COVID-19 doused her plans. “I got pretty bummed,” Gaston said.
Instead, she picks up margaritas from El Vallarta, showing her ID through a car window. Her first drink comes as Mom prepares her favorite meal, crab legs, before a night of family games.
Without slots, charades will have to do.
As dinner time arrives, Omaha’s temperature rises to its daily high, 62 degrees. The wind ceases and you’d swear the past two weeks were just a dream. An exercise to remind us why freedom and fellowship matter.
In the Old Market, a husband treats his wife to a birthday and anniversary meal from Le Bouillon. They can’t go inside, so he sets up a table, chairs and flowers in the back of their pickup truck.
In Cherry Hills, Mary and Jess Faber distribute 500 flyers, one for every house in the neighborhood, offering to pick up groceries for high-risk neighbors.
In Bellevue, Matt Walter pitches to his son on an empty baseball diamond. The 9-year-old swings the metal bat — ping — and rounds the bases — “Woohoo!” — before sliding into home. Down the street, a black pickup rumbles by a food pantry distribution site, where volunteers had earlier handed out pasta, potatoes, bread and apples to a line of cars three blocks long. The driver asks if the food is gone.
Yes, sorry.
At Memorial Park, women in hijabs chase kids who chase soccer balls. An old man closes his eyes in a hammock oblivious — at least for a few moments — to the world around him. The sun sets over St. Margaret Mary, the oranges and pinks mixing above the 112-foot bell tower.
The church, built during World War II, has offered the city a lighthouse through countless conflicts. From race riots to economic collapses. But this tug-of-war between dread and defiance — this invisible foe — feels new. Different.
Back at Bergan Mercy, Maddie Daup puts the finishing touches on five hours of artwork. She’s covered the sidewalk that connects nurses to their parking lot. Flowers and bicycles and trees and, most important, messages.
Bloom where you’re planted.
The world needs you.
That mask makes you beautiful.
As nurses sanitize one last time and head out the door, they stop and take photos of the concrete. Jenny Daup watches it all from a fifth-floor window, smiling.
In the maternity ward, the nervous husband and wife missed an entire day outside — sunrise to sunset. And 14 hours of solitude hasn’t produced a baby. But just after 7:30 p.m., nurses say it’s time. They wheel 24-year-old My Du into a delivery room, where she labors, her husband holding her hand.
Baby doesn’t want to come out. Doctors almost give up and opt for a C-section. But Mom keeps trying. Three hours.
Finally, at 10:33, a 7-pound, 8½-ounce girl arrives.
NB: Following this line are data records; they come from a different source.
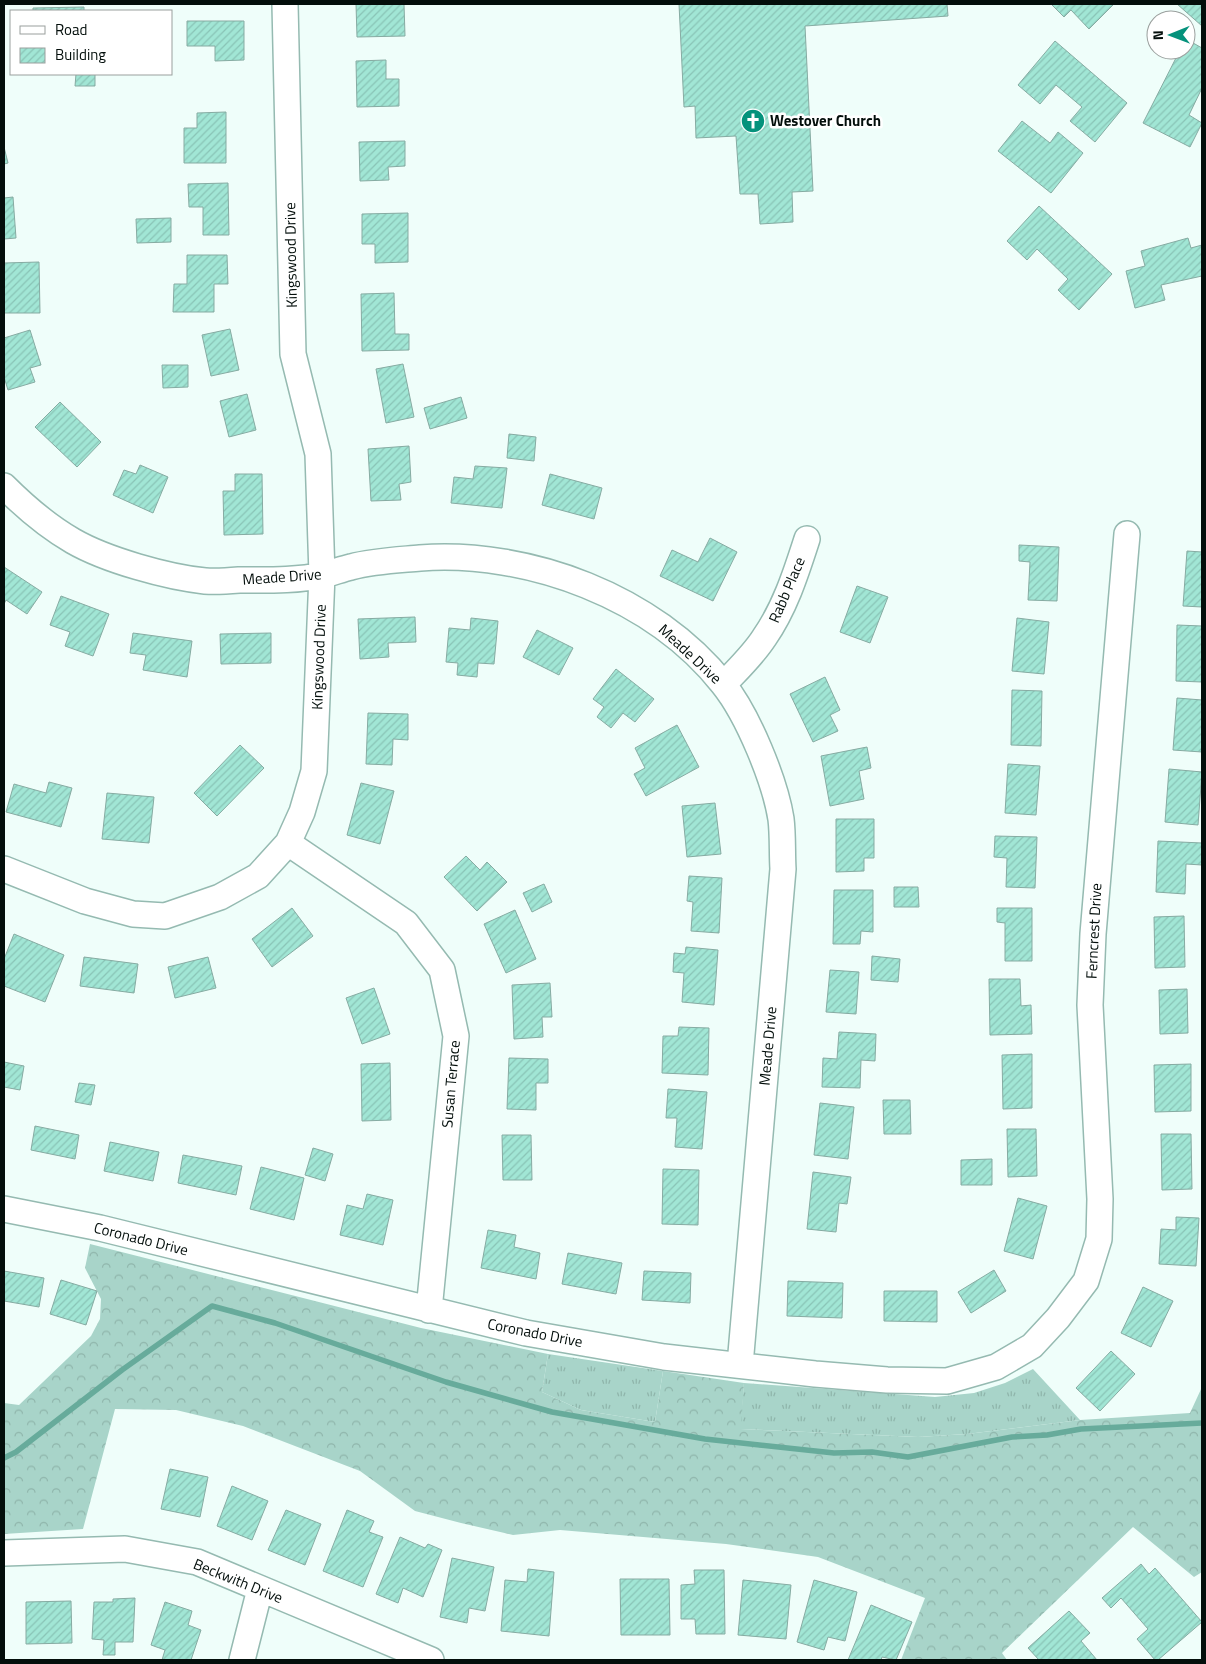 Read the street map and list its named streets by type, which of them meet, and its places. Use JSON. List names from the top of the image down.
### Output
{
  "streets": {
    "street": [
      "Kingswood Drive",
      "Meade Drive",
      "Rabb Place",
      "Ferncrest Drive",
      "Susan Terrace",
      "Coronado Drive",
      "Beckwith Drive"
    ]
  },
  "crossings": [
    ["Kingswood Drive", "Meade Drive"],
    ["Kingswood Drive", "Susan Terrace"],
    ["Meade Drive", "Rabb Place"],
    ["Meade Drive", "Coronado Drive"],
    ["Ferncrest Drive", "Coronado Drive"],
    ["Susan Terrace", "Coronado Drive"]
  ],
  "places": {
    "church": ["Westover Church"]
  },
  "legend": ["Road", "Building"],
  "north": "left"
} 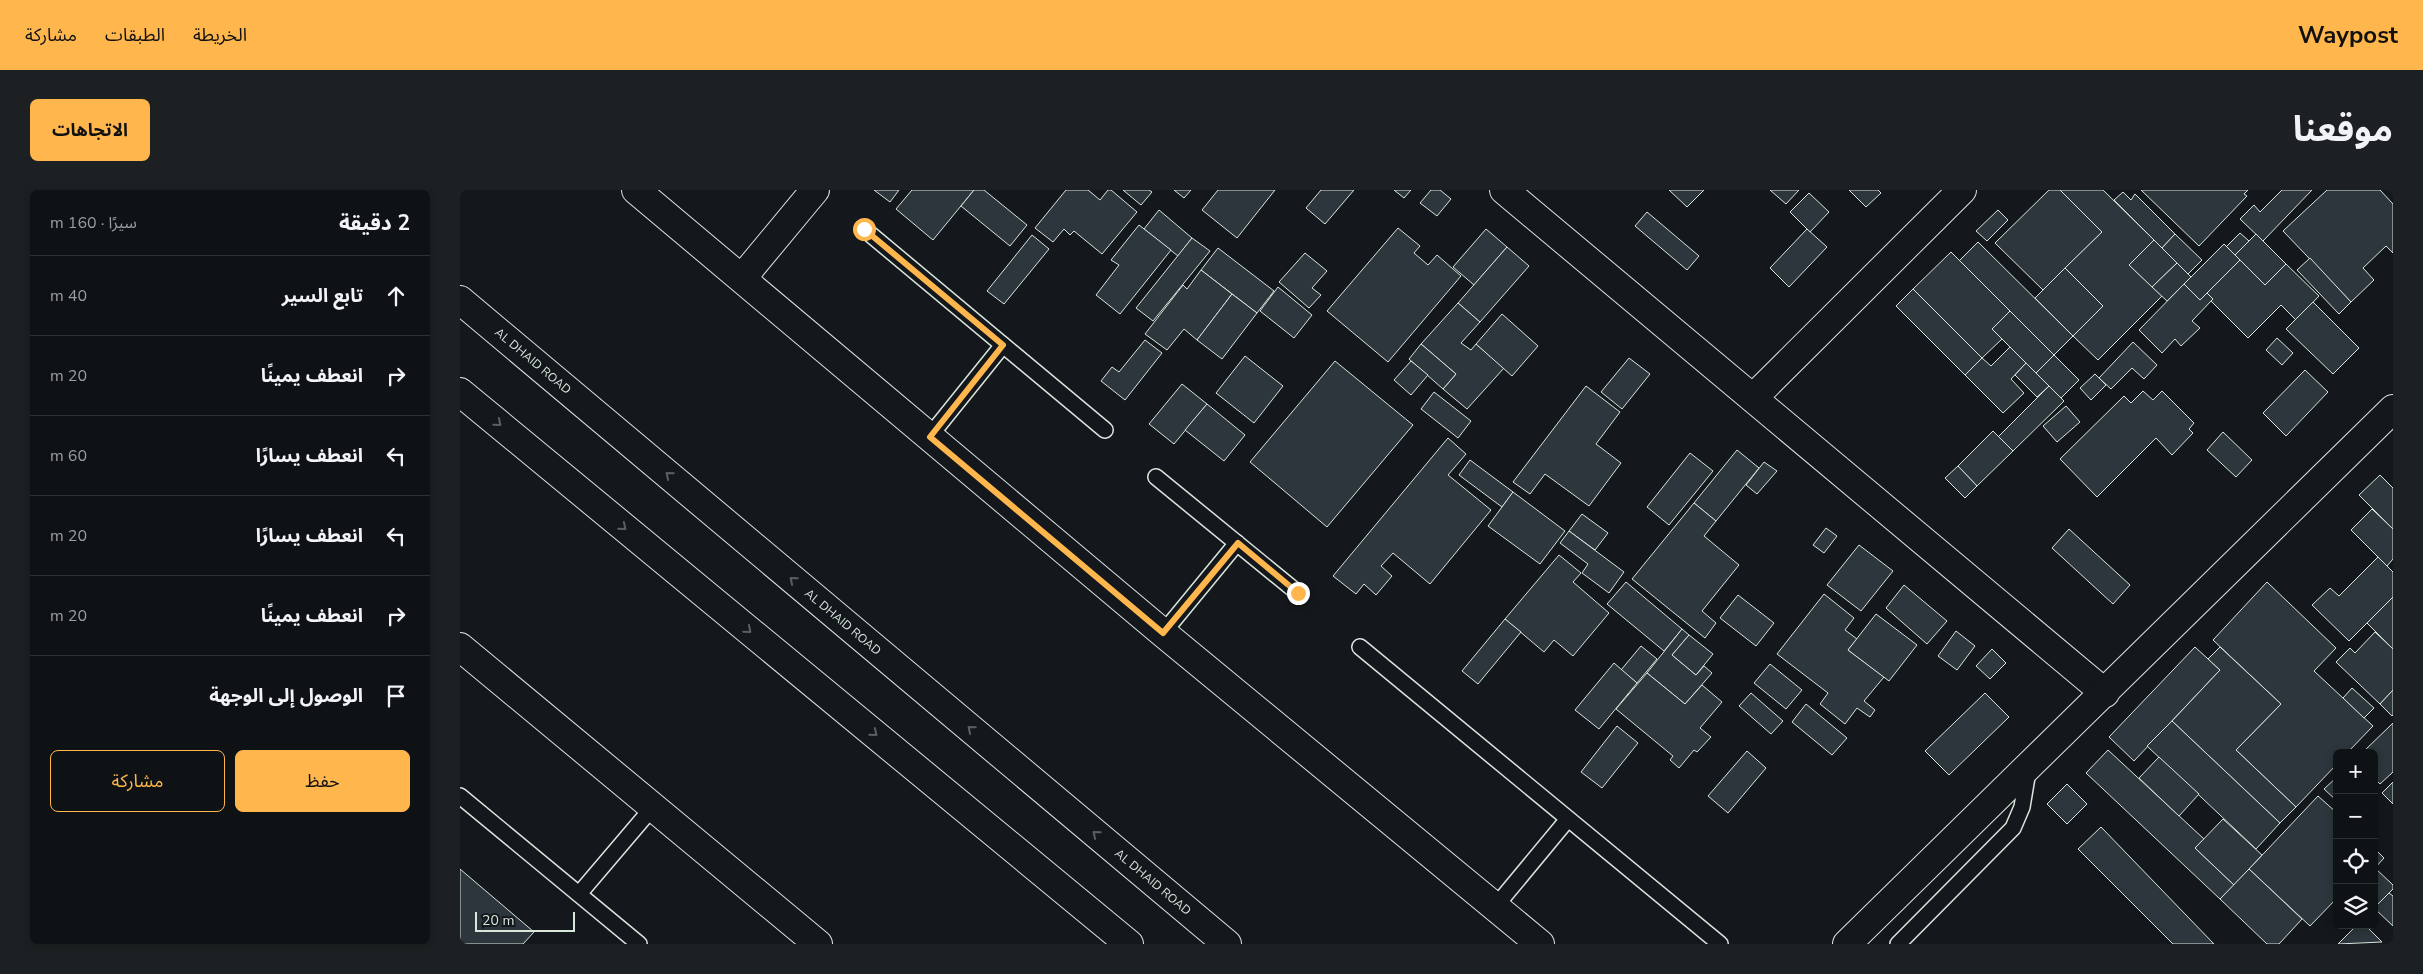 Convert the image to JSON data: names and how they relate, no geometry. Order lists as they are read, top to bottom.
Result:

Her name is Lina and, according to Dad, she looks like her mom.
Moments later, a woman in scrubs pushes a button at the nurse’s station, activating a song that Kylie Widhelm and Jenny Daup have heard hundreds of times, a 19th-century German melody that plays for 15 seconds on hospital speakers — even in the ICU — every time a baby is born. Day or night. Healthy or sick. In peace or panic.
A lullaby.
Goodnight, Omaha. See you in the morning.